◆ **The task**: Where a line of the following data contains the string "heat", include it in the tally. Report the total alone.

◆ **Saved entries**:
-- Opening Marker --
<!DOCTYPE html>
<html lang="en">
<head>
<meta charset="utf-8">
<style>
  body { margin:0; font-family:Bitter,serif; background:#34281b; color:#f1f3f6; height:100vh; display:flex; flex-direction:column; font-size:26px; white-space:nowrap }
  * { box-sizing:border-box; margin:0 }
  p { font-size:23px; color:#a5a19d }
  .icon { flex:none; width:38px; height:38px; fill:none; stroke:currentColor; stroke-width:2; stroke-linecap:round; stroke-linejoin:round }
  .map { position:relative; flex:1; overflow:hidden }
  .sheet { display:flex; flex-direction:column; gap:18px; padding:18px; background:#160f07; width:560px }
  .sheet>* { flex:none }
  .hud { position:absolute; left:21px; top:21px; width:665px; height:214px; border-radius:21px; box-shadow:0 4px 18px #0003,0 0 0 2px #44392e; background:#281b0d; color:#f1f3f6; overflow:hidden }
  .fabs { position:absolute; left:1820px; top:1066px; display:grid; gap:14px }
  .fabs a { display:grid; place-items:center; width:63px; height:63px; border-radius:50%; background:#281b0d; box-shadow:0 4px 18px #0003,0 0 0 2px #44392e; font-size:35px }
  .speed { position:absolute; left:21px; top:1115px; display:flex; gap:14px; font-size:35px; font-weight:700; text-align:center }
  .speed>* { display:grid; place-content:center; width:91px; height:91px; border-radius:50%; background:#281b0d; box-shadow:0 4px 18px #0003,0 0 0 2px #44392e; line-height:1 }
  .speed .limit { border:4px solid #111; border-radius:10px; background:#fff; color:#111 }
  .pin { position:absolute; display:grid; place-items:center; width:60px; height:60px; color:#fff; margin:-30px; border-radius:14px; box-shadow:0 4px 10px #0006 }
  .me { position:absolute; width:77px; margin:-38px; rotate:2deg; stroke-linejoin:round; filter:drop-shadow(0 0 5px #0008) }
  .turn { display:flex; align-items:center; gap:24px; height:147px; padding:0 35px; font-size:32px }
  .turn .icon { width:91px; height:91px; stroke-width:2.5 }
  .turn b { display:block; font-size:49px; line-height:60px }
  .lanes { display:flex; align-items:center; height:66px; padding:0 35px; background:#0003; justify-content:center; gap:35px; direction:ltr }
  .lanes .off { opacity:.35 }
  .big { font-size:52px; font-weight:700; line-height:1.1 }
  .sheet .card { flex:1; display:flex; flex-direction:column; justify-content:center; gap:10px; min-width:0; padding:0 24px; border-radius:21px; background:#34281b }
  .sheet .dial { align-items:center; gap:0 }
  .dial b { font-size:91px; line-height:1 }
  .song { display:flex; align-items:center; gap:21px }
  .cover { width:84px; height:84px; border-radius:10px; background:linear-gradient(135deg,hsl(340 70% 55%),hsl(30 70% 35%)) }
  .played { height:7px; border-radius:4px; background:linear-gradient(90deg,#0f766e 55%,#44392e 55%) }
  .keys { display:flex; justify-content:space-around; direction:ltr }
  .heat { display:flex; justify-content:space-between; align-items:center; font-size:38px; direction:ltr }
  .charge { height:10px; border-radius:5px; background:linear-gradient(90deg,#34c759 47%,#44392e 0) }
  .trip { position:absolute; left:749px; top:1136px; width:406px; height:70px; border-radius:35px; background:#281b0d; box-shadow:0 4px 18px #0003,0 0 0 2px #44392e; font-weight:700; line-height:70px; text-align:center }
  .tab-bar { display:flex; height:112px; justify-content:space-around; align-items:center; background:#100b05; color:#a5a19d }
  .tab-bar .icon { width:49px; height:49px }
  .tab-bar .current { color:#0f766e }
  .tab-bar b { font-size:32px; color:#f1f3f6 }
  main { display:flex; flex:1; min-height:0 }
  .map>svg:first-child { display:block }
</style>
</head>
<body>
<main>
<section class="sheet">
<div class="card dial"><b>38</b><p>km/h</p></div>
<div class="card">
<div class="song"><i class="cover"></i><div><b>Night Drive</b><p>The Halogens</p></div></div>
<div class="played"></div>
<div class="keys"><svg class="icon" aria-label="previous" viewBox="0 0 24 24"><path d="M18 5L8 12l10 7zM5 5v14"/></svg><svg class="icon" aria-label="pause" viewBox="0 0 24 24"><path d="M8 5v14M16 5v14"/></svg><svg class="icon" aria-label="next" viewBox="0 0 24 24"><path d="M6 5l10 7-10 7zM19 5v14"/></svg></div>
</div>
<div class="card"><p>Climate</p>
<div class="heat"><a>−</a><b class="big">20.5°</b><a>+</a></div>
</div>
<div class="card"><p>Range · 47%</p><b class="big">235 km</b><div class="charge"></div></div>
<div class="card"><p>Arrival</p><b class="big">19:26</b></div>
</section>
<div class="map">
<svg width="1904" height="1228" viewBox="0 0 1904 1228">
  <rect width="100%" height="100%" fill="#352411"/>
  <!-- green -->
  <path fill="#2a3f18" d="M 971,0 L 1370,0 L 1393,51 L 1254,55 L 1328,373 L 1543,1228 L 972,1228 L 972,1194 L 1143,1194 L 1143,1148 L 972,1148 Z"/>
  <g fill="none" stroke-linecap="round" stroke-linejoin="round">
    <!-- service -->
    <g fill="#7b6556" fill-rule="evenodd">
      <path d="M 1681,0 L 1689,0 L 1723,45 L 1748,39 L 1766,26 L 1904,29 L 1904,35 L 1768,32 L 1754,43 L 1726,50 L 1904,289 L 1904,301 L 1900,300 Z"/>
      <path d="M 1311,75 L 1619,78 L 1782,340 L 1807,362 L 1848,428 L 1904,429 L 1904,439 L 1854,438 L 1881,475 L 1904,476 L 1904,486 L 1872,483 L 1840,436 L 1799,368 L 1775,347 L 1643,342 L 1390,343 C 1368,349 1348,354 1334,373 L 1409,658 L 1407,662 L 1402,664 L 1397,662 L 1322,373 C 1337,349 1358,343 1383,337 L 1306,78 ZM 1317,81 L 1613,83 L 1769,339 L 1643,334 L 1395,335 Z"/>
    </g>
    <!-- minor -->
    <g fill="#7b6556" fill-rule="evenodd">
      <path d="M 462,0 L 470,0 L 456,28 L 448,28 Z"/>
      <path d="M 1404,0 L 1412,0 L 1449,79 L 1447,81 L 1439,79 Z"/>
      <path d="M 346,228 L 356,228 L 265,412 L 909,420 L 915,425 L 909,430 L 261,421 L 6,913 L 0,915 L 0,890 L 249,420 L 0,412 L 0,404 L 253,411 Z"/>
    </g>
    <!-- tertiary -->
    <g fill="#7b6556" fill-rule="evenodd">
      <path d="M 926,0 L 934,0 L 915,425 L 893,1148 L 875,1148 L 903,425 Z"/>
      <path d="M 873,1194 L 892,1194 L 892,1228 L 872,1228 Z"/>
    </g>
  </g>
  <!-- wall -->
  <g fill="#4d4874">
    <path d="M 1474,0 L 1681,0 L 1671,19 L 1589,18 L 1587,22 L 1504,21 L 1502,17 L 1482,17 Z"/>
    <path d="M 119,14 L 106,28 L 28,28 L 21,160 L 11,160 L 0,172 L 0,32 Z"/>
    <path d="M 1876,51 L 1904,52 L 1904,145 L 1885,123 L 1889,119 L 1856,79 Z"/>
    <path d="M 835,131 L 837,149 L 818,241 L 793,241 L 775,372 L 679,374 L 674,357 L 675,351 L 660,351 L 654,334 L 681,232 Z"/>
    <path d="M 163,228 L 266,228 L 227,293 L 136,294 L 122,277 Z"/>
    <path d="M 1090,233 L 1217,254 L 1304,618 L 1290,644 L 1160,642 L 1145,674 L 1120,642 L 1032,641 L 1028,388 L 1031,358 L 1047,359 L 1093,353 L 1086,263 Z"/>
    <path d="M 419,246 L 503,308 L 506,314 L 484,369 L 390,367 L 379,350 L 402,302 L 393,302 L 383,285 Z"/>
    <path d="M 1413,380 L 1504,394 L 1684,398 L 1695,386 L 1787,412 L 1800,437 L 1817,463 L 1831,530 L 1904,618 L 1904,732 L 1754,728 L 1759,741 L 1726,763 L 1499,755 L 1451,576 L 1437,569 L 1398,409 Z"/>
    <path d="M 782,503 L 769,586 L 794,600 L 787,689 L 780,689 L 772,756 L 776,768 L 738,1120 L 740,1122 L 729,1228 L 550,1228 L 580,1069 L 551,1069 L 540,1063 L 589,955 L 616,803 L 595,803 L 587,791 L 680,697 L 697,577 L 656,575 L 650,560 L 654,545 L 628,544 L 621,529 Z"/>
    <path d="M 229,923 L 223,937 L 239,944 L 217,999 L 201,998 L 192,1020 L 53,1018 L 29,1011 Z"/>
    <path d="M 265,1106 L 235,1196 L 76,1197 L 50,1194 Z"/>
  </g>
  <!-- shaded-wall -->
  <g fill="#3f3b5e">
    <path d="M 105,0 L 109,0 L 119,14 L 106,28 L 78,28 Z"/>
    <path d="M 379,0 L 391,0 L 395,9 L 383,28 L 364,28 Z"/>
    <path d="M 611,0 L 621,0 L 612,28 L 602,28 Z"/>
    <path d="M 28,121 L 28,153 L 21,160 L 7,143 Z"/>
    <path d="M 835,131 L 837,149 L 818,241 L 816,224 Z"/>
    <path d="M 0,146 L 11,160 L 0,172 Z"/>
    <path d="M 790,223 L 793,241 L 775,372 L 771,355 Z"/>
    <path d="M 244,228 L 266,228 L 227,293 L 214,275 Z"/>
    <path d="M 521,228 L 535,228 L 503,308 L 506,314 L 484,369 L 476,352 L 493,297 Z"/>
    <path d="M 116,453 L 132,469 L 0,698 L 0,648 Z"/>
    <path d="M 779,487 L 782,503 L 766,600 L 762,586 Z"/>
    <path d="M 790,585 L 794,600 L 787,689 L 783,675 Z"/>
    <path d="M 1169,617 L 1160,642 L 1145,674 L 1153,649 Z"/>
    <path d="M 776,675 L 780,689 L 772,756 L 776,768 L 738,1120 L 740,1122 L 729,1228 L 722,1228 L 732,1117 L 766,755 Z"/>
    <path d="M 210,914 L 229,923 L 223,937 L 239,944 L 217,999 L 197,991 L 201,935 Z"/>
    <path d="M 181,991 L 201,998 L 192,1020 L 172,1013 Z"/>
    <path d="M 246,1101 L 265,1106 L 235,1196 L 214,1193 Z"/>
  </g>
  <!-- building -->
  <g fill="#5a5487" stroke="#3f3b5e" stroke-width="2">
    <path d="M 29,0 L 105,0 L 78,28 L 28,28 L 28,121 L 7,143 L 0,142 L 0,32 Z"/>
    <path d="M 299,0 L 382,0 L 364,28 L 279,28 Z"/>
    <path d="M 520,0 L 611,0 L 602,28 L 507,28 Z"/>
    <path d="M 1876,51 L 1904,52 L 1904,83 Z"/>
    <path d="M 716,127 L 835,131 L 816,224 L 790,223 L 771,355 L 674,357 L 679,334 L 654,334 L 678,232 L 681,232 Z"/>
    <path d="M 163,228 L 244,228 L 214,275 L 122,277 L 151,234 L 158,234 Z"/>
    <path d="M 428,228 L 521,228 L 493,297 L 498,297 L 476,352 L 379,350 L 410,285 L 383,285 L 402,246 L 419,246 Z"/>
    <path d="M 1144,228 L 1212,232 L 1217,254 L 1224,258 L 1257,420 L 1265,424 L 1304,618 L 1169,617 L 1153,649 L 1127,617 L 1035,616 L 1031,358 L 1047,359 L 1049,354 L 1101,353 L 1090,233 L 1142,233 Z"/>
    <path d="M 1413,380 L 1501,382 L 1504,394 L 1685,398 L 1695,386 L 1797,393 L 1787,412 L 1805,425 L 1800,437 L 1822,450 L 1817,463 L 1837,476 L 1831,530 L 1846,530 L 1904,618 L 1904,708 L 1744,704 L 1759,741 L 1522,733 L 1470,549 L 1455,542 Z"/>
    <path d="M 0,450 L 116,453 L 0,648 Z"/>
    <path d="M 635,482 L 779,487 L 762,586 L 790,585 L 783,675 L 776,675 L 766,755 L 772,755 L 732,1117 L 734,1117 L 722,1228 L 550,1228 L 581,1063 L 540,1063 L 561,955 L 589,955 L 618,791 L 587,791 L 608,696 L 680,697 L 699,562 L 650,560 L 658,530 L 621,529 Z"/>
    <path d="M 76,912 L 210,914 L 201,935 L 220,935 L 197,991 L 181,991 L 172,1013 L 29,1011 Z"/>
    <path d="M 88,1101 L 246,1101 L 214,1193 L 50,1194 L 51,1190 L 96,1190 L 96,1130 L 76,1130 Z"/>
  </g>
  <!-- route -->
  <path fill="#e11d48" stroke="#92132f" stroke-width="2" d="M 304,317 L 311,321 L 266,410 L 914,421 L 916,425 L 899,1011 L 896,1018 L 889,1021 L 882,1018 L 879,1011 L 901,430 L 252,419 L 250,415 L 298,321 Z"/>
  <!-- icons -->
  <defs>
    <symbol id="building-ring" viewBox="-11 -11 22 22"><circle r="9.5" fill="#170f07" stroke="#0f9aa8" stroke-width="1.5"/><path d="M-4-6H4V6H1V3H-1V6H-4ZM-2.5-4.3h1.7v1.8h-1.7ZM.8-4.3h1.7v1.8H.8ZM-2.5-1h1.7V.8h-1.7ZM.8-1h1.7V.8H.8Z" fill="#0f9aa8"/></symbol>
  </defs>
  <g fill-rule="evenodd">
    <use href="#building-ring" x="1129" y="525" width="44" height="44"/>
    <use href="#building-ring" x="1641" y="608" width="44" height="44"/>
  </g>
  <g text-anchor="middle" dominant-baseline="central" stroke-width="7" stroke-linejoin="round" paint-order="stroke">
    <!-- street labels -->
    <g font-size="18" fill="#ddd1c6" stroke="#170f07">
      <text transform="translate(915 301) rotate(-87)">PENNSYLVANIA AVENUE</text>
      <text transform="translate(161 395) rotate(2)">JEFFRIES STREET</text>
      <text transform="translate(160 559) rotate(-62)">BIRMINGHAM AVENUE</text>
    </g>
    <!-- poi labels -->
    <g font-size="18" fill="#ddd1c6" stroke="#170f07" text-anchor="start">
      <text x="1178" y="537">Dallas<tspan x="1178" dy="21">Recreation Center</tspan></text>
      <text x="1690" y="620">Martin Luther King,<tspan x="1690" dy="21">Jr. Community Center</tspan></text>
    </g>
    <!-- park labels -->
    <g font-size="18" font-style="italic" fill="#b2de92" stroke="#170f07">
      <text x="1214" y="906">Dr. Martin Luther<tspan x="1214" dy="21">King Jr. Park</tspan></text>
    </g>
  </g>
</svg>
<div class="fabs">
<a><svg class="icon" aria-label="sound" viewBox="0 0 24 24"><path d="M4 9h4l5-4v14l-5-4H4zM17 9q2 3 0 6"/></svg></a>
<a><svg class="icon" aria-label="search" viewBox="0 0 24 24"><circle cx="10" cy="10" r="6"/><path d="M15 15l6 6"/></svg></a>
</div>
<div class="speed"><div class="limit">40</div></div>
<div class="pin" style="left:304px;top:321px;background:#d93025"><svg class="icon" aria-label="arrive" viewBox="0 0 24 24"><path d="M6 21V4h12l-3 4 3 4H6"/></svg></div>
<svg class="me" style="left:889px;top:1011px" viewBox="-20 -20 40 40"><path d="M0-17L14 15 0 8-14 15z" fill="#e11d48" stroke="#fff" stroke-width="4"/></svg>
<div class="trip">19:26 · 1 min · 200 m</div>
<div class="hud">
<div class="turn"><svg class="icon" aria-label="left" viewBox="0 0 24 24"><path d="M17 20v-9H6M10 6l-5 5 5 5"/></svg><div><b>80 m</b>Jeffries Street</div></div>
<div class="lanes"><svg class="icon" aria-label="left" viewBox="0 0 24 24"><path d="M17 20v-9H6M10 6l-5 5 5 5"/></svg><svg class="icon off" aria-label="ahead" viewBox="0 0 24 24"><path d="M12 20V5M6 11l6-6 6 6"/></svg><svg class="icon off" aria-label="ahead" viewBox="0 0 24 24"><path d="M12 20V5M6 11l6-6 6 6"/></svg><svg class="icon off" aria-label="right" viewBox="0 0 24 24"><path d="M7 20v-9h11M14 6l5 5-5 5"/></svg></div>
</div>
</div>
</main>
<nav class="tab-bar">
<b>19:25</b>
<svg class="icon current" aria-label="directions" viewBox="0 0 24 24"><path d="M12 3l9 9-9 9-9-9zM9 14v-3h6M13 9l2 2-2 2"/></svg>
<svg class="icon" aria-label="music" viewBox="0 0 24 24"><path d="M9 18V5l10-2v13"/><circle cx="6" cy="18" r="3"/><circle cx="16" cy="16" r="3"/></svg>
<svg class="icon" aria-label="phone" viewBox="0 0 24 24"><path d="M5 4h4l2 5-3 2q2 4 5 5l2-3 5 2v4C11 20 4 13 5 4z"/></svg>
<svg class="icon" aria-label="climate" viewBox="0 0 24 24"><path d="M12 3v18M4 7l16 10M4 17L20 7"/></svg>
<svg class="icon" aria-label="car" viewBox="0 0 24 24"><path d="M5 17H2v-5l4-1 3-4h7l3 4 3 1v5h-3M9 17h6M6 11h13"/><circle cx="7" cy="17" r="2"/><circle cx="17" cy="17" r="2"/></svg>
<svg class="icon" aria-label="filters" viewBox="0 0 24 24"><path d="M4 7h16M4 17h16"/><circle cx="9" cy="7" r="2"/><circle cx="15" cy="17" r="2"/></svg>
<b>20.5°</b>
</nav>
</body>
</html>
-- Closing Marker --
◆ **Exercise result**: 2